Andernach > Mit 86 Prozent Recycling-Rate hat die deutsche Weißblechindustrie - mit der Andernacher Rasselstein GmbH als einzigem Produzenten – 2005 den bereits hohen Vorjahreswert von 82 Prozent noch einmal deutlich gesteigert. Damit ist der seit jeher wiederverwertungsfreundliche Werkstoff Stahl auch im Verpackungsbereich richtungweisend für Umweltverträglichkeit und Ressourcenschonung.
Die gesetzlich vorgegebene Recycling-Quote von 70 Prozent für Stahlverpackungen wird von den erreichten Werten weit übertroffen. Als der produktverantwortliche Hersteller von Verpackungsstahl in Deutschland hat das zu ThyssenKrupp Steel gehörende Unternehmen konsequent den vollständigen Lebenslauf seines Produktes mit eigenen Instrumentarien abgesichert.

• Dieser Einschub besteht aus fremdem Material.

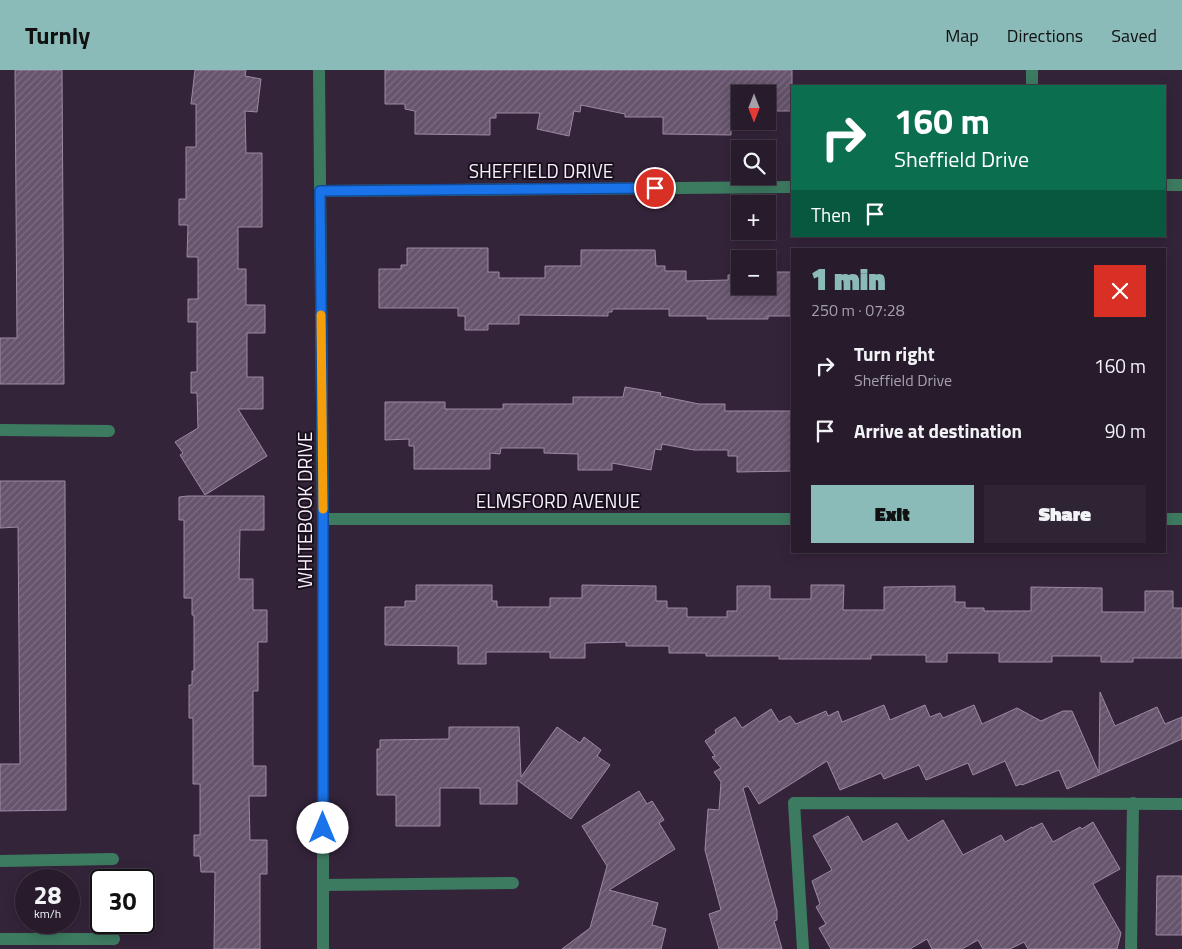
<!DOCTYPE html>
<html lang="en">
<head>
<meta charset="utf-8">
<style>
  :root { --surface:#271b2c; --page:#2f2434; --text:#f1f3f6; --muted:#a4a1a9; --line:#433948; --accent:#8bbbb9 }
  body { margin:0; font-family:"Titillium Web",sans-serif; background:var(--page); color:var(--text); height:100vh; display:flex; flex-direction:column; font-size:19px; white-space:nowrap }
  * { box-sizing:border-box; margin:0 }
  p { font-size:16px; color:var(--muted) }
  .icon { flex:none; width:28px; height:28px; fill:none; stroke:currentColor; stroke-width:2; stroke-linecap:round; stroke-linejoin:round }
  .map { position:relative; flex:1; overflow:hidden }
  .panel { position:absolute; left:791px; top:178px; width:375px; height:305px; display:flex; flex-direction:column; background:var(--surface); border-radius:0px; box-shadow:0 2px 12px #0003,0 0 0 1px var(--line) }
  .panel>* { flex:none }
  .hud { position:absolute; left:791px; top:15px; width:375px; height:152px; border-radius:0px; box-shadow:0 2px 12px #0003,0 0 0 1px var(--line); background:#0b6e4f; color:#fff; overflow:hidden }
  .needle { width:32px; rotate:180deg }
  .buttons { position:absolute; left:731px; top:15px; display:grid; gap:10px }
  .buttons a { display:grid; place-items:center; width:45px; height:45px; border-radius:0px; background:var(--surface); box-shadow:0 2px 12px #0003,0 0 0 1px var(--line); font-size:25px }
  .speed { position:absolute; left:15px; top:799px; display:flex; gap:10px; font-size:25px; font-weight:700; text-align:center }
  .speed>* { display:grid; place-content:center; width:65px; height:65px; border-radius:50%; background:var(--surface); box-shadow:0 2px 12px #0003,0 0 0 1px var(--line); line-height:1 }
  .speed small { font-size:12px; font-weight:400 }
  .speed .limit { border:2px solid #111; border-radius:8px; background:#fff; color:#111 }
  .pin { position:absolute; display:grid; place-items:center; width:42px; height:42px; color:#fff; margin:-21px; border:2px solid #fff; border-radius:50%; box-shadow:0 1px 5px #0007 }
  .me { position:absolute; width:55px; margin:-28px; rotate:0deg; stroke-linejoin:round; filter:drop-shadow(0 0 4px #0008) }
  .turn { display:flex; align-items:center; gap:18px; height:105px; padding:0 20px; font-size:22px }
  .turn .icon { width:65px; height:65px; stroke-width:2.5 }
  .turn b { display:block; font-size:35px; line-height:42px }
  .then { display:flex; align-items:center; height:48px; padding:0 20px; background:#0003; gap:10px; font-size:19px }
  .round { display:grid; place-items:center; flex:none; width:52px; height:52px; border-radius:0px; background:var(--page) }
  .headline { display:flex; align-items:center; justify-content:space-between; height:85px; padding:0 20px }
  h1 { font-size:30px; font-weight:800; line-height:38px; color:var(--accent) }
  .cta { display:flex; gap:10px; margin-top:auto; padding:10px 20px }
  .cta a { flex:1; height:58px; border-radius:0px; background:var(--accent); color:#111; font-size:20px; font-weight:800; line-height:58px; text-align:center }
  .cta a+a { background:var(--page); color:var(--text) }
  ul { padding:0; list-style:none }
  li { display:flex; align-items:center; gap:15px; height:65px; padding:0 20px }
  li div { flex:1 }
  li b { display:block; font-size:19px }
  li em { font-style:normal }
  header { display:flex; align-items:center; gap:30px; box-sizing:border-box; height:70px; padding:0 25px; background:var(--accent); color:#111 }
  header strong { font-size:24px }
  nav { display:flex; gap:28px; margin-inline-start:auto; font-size:18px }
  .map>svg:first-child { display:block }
  .building { fill:url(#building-hatch); stroke:#9d89a5; fill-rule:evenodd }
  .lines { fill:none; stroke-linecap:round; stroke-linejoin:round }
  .service { stroke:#3d7b61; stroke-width:12 }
  .minor { stroke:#3d7b61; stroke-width:12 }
  .route-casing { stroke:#114b97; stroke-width:12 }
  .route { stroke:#1a73e8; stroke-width:9 }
  .slow { stroke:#f59e0b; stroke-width:9 }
  .labels { text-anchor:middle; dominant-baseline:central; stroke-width:4; stroke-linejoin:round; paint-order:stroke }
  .street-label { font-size:19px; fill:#fbf0ff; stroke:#18101b }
</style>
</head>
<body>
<header>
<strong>Turnly</strong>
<nav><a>Map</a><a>Directions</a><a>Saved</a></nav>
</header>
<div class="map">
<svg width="1182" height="879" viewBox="0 0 1182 879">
  <defs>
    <pattern id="building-hatch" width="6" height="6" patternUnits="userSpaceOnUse" patternTransform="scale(1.25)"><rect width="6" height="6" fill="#66546d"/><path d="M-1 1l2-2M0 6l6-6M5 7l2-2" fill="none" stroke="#7d6d83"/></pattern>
  </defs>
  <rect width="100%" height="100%" fill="#34243a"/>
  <!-- building -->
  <g class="building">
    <path d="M15,0H62L64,314H0V268H17Z"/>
    <path d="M195,0H246L245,6L261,9L257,42L245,41L246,83H262V157H238V199H246V235H265V263H247V307H263V339H238L267,386L205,425L180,385L183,383L175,372L198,358L197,323H191V302H197V252H188V229H198V187H187L188,155H179V129H186V77H196V34H191Z"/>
    <path d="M385,0H792V41H768V24H740V41H731V65L663,64V47H625V44L581,35L580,42L574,41L569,66L537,59L540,43H496V48H490V65L415,64V41L405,39V34H385Z"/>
    <path d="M407,178H488V202H499V208H545V196H581V180H655L656,196H665V201H686V211L728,210V205H737V180H769V202H792V246H768V249H707V246H669V239H612V242H608V246L519,245V254H488V260H465V246H458V238H379V199H401V195H407ZM740,189H768V216H740Z"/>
    <path d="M625,317L661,323L660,326L699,334H725V341H792V401L737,402V386H728V380H694L662,374L661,380L655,379L651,400L612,393V400H578V384L544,383V378H501L500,384L490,383V399H414V376H409V369L385,370V332H445V339H503V334H573V327H623Z"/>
    <path d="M0,411H65L66,740L0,741V694H20L18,457L0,458Z"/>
    <path d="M188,426H264V460H240L239,509H253V540H267V572H258V621H253V696H266V726H249L250,770H267V804H260V879H214L215,802H201L200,786H194V765H200V714H193V648H189V615H192V601H194V545H192V528H184V450H179V427Z"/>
    <path d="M416,515H492V531H497V537H550V528H582V515L656,516V531H667V538H687V547H727V541H737V516H770V529H811V515H844L843,540H884V517L955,516V532H965V538H984V541H1031V517L1102,518V542H1145V521H1173V538H1182V588H1133V592H1101V586H1052V592H999V583H947V592H926V585H871V589H779V586H706V583H669V576H626V572L585,573V588H550V582H486V594H458V576L385,575V537H405V531H416Z"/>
    <path d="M1100,622L1115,656L1157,637L1165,654L1182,647V669L1067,719L1059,700L1022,715L1021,714L1016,716L1005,691L973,705L968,693L926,710L919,695L884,709L881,703L840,720L827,691L759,734L748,716L743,718L777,841V850L774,851L782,879H719L709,844L721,840L705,780L708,739L719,740L721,712L714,702L721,698L712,687L715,686L705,671L716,663L715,660L735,647L742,658L771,639L779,652L790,646L796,654L826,641L828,646L838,641L842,652L884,635L890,650L925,635L930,647L940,643L943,648L974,635L982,654L1017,638L1041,651L1063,641H1072L1099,703Z"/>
    <path d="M449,657H519L521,707L557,657L580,673L584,667L601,680L597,686L610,695L571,749L517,710V734H480V718H440V756H396V725H377V679H380V670L449,669Z"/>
    <path d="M639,721L647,734L652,731L664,750L659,753L675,779L609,820L658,833L652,855L666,859L661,879H562L590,858L607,796L582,756Z"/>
    <path d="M848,746L863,772L897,753L908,771L943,750L963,785L1001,765L1005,772L1032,757V758L1042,753L1053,772L1080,757L1082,759L1093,752L1120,799L1093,814L1121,863L1117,879H1028L1024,872L1010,879H983L978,870L962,879H932L927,869L910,879H831L819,858L826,854L816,837L820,834L812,811L832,800L813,766Z"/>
    <path d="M1157,806H1182V865H1156Z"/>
  </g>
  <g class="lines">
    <!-- service -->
    <g class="service">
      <path d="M0,360L109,361"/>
      <path d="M0,791L113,789"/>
      <path d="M0,869H114"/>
      <path d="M803,879L794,733L1182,734"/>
      <path d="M1131,879L1133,733"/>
    </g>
    <!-- minor -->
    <g class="minor">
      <path d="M319,0L323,449V879"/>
      <path d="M1032,16V0"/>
      <path d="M1165,115H1182"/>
      <path d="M320,121L792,117"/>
      <path d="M323,449H792"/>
      <path d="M1165,449H1182"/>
      <path d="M323,815L513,813"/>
    </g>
  </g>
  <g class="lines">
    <defs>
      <path id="route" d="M323,758V449L320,121L655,118"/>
    </defs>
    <!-- route casing -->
    <use href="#route" class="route-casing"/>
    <!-- route -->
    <use href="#route" class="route"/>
    <!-- slow -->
    <path class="slow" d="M321,245L323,439"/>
  </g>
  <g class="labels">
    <!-- street labels -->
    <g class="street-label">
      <text x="541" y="100">SHEFFIELD DRIVE</text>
      <text x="558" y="430">ELMSFORD AVENUE</text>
      <text transform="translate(304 440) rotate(-90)">WHITEBOOK DRIVE</text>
    </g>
  </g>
</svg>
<div class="buttons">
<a><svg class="needle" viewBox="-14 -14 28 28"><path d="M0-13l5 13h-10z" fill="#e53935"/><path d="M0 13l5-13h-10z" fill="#a4a1a9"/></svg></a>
<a><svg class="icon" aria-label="search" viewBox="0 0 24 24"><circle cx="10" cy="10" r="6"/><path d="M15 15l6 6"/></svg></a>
<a>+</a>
<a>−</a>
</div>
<div class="speed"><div>28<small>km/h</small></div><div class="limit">30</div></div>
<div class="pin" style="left:655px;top:118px;background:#d93025"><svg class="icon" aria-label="arrive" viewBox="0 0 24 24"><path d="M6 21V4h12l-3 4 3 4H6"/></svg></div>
<svg class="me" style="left:323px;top:758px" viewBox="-20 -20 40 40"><circle r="19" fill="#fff"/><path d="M0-13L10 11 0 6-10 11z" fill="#1a73e8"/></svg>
<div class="hud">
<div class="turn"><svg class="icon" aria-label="right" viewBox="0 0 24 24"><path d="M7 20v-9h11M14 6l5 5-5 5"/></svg><div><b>160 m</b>Sheffield Drive</div></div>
<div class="then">Then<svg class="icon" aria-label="arrive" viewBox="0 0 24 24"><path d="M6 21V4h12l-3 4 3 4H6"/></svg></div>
</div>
<section class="panel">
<div class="headline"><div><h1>1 min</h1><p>250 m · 07:28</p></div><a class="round" style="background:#d93025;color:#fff"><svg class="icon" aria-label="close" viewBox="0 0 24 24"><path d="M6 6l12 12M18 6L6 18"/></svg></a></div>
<ul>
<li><svg class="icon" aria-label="right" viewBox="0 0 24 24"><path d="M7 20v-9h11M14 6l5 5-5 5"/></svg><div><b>Turn right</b><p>Sheffield Drive</p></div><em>160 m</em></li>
<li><svg class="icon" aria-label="arrive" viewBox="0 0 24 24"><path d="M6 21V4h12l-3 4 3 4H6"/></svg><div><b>Arrive at destination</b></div><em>90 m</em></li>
</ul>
<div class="cta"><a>Exit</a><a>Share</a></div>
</section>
</div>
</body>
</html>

Mit ihrer Beteiligung an der KBS Kreislaufsystem Blechverpackungen Stahl GmbH und Gründung der DWR Deutsche Gesellschaft für Weißblechrecycling mbH sichert Rasselstein die Erfassung und Wiederverwertung gewerblich und industriell anfallender Stahlverpackungen wie auch die Weiterverarbeitung der Dosen, Aerosolbehälter, Deckel oder Kanister, die bei den privaten Endverbrauchern anfallen und über den Grünen Punkt von den Dualen Systemen eingesammelt werden. So stammen etwa zwei Drittel des wiederverwerteten Weißblechs aus der haushaltsnahen Entsorgung, das restliche Drittel aus Industrie, Gewerbe und nicht zuletzt aus der thermischen oder mechanisch-biologischen Behandlung von sonstigem Hausmüll. Weißblech wird in allen Entsorgungssystemen und -stufen sicher identifiziert und aussortiert. „Einziger Wermutstropfen ist, dass noch zu viele Verbraucher entleerte Dosen mit Kunststoffverpackungen und anderem Abfall füllen und damit höheren Aufwand bei der Aufbereitung des Schrotts für den Einsatz im Stahlwerk verursachen“, stellt DWR-Geschäftsführer Edmund van Dyck fest.
Dies ändere nichts an der insgesamt höchst erfolgreichen Recycling-Bilanz, betonen van Dyck und KBS-Geschäftsführer Franz-Josef Thiele übereinstimmend: „Das 2005 wieder in die Stahlproduktion eingebrachte Weißblech hat allein 680.000 Tonnen Eisenerz eingespart – zuzüglich der Kosten und Umweltbelastungen, die dessen Förderung, Transport und Aufbereitung verursacht hätten.“ Die Stahlherstellung wird durch Weißblechrecycling außerdem von 300.000 Tonnen Kohleverbrauch und dem Einsatz von 130.000 Tonnen Kalkstein entlastet. „Das sind beachtliche Umweltschutzeffekte, die durch die hohe Rückführungsquote erzielt werden. Der Atmosphäre bleiben 320.000 Tonnen Kohlendioxid erspart“, so van Dyck.